Обсуждение: Alternative to drop index, load data, recreate index?

Поиск
Список
Период
Сортировка

Alternative to drop index, load data, recreate index?

От
"Jason L. Buberel"
Дата:
When loading very large data exports (> 1 million records) I have found it necessary to use the following sequence to achieve even reasonable import performance:

1. Drop all indices on the recipient table
2. Use "copy recipient_table from '/tmp/input.file';"
3. Recreate all indices on the recipient table

However, I now have tables so large that even the 'recreate all indices' step is taking too long (15-20 minutes on 8.2.4).

I am considering moving to date-based partitioned tables (each table = one month-year of data, for example). Before I go that far - is there any other tricks I can or should be using to speed up my bulk data loading?

Thanks,
jason

Re: Alternative to drop index, load data, recreate index?

От
Jeff Davis
Дата:
On Mon, 2007-09-10 at 17:06 -0700, Jason L. Buberel wrote:
> When loading very large data exports (> 1 million records) I have
> found it necessary to use the following sequence to achieve even
> reasonable import performance:
>
> 1. Drop all indices on the recipient table
> 2. Use "copy recipient_table from '/tmp/input.file';"
> 3. Recreate all indices on the recipient table
>
> However, I now have tables so large that even the 'recreate all
> indices' step is taking too long (15-20 minutes on 8.2.4).
>
> I am considering moving to date-based partitioned tables (each table =
> one month-year of data, for example). Before I go that far - is there
> any other tricks I can or should be using to speed up my bulk data
> loading?

If you create the indexes with CONCURRENTLY, then you can write to the
tables while the indexes are being created. That might help reduce your
downtime window.

Regards,
    Jeff Davis


Re: Alternative to drop index, load data, recreate index?

От
"Scott Marlowe"
Дата:
On 9/10/07, Jason L. Buberel <jason@buberel.org> wrote:
>
>  When loading very large data exports (> 1 million records) I have found it
> necessary to use the following sequence to achieve even reasonable import
> performance:
>
>  1. Drop all indices on the recipient table
>  2. Use "copy recipient_table from '/tmp/input.file';"
>  3. Recreate all indices on the recipient table
>
>  However, I now have tables so large that even the 'recreate all indices'
> step is taking too long (15-20 minutes on 8.2.4).

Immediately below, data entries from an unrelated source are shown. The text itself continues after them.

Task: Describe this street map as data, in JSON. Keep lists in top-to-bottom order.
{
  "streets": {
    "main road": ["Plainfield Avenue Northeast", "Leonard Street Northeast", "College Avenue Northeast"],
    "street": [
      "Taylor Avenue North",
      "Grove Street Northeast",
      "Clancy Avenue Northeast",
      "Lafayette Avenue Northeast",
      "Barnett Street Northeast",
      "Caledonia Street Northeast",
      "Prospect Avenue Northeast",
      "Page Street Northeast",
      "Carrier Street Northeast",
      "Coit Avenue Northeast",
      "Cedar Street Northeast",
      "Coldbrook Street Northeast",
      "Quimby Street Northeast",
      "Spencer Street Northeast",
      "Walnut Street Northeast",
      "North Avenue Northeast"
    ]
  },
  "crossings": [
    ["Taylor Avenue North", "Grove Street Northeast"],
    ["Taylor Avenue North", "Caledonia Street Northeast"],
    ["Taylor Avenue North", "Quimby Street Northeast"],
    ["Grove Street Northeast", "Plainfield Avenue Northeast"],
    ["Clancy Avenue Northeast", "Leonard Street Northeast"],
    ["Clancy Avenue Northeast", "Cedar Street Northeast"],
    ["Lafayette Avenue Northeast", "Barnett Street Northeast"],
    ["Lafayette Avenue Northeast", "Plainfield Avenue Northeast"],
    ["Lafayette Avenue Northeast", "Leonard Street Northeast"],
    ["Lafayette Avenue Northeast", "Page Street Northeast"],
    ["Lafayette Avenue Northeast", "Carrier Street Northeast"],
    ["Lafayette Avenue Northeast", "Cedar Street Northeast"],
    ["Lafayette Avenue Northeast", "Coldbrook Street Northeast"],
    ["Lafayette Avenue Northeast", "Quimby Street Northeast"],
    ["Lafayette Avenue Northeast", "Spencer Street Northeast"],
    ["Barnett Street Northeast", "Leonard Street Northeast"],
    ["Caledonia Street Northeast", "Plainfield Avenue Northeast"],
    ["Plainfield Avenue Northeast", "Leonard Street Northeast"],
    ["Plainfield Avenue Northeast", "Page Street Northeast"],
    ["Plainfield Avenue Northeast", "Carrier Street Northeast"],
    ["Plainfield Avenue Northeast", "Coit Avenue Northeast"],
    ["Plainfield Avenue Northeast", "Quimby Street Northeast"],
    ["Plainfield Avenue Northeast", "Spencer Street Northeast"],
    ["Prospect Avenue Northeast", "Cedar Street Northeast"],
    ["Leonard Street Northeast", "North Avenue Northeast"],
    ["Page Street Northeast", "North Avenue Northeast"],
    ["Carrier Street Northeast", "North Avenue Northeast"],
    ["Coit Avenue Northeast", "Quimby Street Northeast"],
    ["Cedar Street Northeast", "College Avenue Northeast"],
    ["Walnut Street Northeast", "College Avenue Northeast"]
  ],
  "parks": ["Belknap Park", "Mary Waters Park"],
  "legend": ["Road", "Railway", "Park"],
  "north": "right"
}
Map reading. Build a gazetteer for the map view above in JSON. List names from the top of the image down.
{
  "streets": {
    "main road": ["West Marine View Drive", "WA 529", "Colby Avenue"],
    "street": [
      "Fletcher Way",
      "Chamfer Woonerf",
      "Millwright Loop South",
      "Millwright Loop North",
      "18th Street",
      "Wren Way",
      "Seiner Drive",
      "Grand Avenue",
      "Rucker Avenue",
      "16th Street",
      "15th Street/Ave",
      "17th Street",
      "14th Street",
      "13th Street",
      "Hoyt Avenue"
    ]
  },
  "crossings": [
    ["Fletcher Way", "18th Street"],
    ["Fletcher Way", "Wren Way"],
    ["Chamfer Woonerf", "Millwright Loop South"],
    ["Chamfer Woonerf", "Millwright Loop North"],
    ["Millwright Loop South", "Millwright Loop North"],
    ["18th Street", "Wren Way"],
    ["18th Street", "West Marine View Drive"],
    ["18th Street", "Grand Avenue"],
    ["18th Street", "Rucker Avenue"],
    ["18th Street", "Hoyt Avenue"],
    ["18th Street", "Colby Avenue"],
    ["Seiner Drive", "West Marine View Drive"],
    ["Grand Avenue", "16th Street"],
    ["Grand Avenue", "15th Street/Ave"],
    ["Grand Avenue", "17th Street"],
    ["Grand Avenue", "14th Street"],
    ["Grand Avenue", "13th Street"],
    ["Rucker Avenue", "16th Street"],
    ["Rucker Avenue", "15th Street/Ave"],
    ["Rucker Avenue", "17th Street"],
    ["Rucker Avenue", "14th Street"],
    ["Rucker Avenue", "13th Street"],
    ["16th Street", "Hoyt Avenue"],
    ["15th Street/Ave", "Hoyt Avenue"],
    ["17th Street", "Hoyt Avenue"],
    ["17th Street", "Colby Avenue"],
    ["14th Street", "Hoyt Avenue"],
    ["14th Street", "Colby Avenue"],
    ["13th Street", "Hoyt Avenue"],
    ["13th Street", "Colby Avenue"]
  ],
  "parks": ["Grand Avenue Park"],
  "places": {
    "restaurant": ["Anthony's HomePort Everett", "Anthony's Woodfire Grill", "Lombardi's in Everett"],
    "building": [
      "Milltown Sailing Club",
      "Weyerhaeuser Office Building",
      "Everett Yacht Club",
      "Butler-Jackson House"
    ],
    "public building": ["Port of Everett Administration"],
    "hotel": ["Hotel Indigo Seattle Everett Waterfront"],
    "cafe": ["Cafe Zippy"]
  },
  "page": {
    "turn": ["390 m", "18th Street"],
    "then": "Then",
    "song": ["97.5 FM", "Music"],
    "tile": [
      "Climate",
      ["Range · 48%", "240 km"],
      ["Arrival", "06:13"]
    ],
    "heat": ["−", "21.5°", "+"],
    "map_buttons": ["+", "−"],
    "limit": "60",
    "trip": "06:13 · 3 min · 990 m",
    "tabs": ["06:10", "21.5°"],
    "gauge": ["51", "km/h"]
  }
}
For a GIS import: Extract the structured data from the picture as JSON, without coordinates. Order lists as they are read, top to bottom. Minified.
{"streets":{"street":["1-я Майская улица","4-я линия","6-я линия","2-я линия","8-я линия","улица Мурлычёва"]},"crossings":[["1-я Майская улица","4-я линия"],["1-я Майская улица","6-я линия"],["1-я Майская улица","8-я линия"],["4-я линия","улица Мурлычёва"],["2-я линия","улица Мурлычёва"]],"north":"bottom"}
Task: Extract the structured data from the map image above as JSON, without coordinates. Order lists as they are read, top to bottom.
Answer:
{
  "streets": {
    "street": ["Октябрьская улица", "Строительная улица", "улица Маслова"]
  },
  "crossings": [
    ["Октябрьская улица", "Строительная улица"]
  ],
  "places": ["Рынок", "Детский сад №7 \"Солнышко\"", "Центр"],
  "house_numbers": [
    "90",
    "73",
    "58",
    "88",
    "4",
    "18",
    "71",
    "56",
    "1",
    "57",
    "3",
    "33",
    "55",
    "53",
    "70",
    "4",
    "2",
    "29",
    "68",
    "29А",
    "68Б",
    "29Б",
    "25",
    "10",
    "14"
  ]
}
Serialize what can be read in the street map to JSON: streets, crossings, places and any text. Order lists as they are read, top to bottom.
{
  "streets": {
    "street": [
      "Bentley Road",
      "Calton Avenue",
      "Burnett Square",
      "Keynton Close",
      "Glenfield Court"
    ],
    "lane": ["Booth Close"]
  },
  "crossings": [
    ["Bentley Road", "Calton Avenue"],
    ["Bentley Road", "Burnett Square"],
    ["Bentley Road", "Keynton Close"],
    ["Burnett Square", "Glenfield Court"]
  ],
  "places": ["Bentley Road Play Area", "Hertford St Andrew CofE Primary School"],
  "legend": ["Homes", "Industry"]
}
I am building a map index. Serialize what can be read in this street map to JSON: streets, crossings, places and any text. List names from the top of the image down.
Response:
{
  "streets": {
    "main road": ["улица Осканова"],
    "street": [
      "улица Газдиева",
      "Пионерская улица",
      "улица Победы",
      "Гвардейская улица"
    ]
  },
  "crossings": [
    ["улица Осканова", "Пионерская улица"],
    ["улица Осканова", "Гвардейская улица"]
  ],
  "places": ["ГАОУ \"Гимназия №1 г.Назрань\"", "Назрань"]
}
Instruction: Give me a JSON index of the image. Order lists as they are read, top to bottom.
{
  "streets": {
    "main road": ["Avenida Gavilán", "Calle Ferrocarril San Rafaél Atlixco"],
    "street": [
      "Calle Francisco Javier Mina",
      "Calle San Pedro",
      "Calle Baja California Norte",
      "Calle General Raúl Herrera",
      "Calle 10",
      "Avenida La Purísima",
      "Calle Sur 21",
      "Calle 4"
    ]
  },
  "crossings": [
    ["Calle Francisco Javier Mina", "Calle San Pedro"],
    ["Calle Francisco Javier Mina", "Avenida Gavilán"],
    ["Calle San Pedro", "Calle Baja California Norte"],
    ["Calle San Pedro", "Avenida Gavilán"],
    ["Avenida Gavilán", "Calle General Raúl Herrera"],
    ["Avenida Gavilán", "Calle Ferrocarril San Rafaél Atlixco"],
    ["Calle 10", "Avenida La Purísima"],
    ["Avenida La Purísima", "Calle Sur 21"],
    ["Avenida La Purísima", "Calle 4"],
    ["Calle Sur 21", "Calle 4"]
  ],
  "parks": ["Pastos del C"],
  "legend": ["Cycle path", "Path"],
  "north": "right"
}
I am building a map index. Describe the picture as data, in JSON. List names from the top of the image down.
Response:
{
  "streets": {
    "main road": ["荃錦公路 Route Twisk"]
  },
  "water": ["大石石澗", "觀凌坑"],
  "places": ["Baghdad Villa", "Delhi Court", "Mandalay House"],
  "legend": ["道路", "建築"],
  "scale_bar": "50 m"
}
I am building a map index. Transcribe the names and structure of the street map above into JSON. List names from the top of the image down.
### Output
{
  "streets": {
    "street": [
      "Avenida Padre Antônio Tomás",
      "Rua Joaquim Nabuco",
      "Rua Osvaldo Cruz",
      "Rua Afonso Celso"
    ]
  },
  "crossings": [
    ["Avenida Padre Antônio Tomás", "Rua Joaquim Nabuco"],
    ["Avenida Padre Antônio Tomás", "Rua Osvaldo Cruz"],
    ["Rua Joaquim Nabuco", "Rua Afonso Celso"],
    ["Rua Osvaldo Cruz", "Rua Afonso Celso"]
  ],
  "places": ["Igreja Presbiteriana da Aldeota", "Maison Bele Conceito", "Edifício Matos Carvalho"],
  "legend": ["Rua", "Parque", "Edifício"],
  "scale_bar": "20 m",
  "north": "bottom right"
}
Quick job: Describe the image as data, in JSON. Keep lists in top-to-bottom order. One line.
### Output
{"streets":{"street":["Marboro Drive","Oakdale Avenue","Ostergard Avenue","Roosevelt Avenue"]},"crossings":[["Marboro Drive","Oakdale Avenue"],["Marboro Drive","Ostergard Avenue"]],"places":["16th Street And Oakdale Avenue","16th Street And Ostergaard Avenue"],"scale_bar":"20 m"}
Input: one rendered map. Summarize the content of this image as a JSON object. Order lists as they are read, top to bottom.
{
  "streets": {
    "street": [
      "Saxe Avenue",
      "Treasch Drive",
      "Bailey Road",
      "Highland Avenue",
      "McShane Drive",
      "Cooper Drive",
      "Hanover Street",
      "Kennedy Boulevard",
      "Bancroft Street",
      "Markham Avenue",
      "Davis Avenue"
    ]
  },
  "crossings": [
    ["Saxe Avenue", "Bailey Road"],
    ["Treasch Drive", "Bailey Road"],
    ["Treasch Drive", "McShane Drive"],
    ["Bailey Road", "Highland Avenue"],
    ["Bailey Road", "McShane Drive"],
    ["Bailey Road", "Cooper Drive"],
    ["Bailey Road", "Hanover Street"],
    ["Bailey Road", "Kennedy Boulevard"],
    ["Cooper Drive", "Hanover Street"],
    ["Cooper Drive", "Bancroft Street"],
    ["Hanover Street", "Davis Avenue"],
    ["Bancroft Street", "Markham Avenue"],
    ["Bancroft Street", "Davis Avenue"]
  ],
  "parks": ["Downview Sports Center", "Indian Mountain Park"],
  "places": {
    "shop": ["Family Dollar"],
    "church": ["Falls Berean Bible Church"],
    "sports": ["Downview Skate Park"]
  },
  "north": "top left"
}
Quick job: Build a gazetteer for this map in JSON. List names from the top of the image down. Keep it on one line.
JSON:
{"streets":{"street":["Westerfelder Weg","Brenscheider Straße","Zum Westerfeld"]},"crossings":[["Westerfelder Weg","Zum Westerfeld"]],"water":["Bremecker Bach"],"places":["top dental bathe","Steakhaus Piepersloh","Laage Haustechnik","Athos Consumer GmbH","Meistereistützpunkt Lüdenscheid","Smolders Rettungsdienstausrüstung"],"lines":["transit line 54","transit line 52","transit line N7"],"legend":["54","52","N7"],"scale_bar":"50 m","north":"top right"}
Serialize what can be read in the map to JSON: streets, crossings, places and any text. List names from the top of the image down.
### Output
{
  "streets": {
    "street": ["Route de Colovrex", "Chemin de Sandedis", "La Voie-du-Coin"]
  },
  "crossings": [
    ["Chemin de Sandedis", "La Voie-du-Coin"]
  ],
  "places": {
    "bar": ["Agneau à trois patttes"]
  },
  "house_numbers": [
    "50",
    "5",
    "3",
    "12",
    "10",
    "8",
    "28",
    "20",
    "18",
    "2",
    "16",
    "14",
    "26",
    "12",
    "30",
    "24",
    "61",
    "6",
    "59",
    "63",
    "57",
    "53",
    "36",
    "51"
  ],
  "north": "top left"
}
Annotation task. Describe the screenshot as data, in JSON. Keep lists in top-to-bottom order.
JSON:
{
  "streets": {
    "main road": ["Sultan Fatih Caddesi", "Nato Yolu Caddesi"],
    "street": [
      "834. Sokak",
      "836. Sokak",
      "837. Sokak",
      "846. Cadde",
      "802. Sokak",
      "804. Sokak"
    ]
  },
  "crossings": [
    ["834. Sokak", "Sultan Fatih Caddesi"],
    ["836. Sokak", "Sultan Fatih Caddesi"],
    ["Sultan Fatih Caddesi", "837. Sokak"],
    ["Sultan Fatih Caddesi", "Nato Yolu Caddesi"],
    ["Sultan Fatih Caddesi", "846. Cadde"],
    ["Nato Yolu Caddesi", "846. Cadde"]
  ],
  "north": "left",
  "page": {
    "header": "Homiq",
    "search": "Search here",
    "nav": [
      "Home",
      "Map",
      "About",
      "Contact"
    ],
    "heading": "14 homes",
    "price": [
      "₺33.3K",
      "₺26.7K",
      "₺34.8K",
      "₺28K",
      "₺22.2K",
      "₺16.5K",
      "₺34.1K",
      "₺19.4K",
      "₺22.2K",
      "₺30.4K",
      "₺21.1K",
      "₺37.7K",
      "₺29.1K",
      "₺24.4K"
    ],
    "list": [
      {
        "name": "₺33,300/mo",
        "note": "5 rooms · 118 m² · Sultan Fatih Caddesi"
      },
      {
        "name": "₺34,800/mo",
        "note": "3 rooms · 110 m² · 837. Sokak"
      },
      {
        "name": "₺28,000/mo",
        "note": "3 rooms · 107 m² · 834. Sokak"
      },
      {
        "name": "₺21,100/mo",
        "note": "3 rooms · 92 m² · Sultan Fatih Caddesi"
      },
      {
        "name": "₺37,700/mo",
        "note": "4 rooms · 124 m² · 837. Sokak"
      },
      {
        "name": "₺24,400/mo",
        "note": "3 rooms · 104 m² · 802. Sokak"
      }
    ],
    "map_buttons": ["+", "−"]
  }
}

Well, that's pretty much the fastest way to import data.
If you've got foreign keys you can look into disabling them while
importing, if they're slowing things down.

I've got indexes that individually take 20 to 30 minutes to create on
one large reporting table.  all 8 or so indexes take well over 2 hours
to create.  But I don't load it very often.

Note that with 8.2 you can create your new indexes in a non-blocking
mode so that the table is accessible while the indexes are being
created.

>  I am considering moving to date-based partitioned tables (each table = one
> month-year of data, for example). Before I go that far - is there any other
> tricks I can or should be using to speed up my bulk data loading?

Partitioning would help.  I've used it for tables where I've had to do
stuff like that, and it definitely helps.

Re: Alternative to drop index, load data, recreate index?

От
Tom Lane
Дата:
Jeff Davis <pgsql@j-davis.com> writes:
> On Mon, 2007-09-10 at 17:06 -0700, Jason L. Buberel wrote:
>> However, I now have tables so large that even the 'recreate all
>> indices' step is taking too long (15-20 minutes on 8.2.4).

> If you create the indexes with CONCURRENTLY, then you can write to the
> tables while the indexes are being created. That might help reduce your
> downtime window.

Also, I trust you've experimented to find the optimal
maintenance_work_mem for this task on your machine?  It's probably
more on 8.2.x than it was before, since we improved the sort code...

            regards, tom lane

Re: Alternative to drop index, load data, recreate index?

От
hubert depesz lubaczewski
Дата:
On Mon, Sep 10, 2007 at 05:06:35PM -0700, Jason L. Buberel wrote:
> I am considering moving to date-based partitioned tables (each table =
> one month-year of data, for example). Before I go that far - is there
> any other tricks I can or should be using to speed up my bulk data loading?

did you try pgbulkload? (http://pgbulkload.projects.postgresql.org/)

depesz

--
quicksil1er: "postgres is excellent, but like any DB it requires a
highly paid DBA.  here's my CV!" :)
http://www.depesz.com/ - blog dla ciebie (i moje CV)

Re: Alternative to drop index, load data, recreate index?

От
"Jason L. Buberel"
Дата:
Depesz,

Thank you for the suggestion- I thought I had read up on that tool earlier but had somehow managed to forget about it when starting this phase of my investigation.

Needless to say, I can confirm the claims made on the project homepage when using very large data sets.

- Loading 1.2M records into an indexed table:
  - pg_bulkload: 5m 29s
  - copy to: 53m 20s

These results were obtained using pg-8.2.4 with pg_bulkload-2.2.0.

-jason

hubert depesz lubaczewski wrote:
On Mon, Sep 10, 2007 at 05:06:35PM -0700, Jason L. Buberel wrote: 
I am considering moving to date-based partitioned tables (each table = 
one month-year of data, for example). Before I go that far - is there 
any other tricks I can or should be using to speed up my bulk data loading?   
did you try pgbulkload? (http://pgbulkload.projects.postgresql.org/)

depesz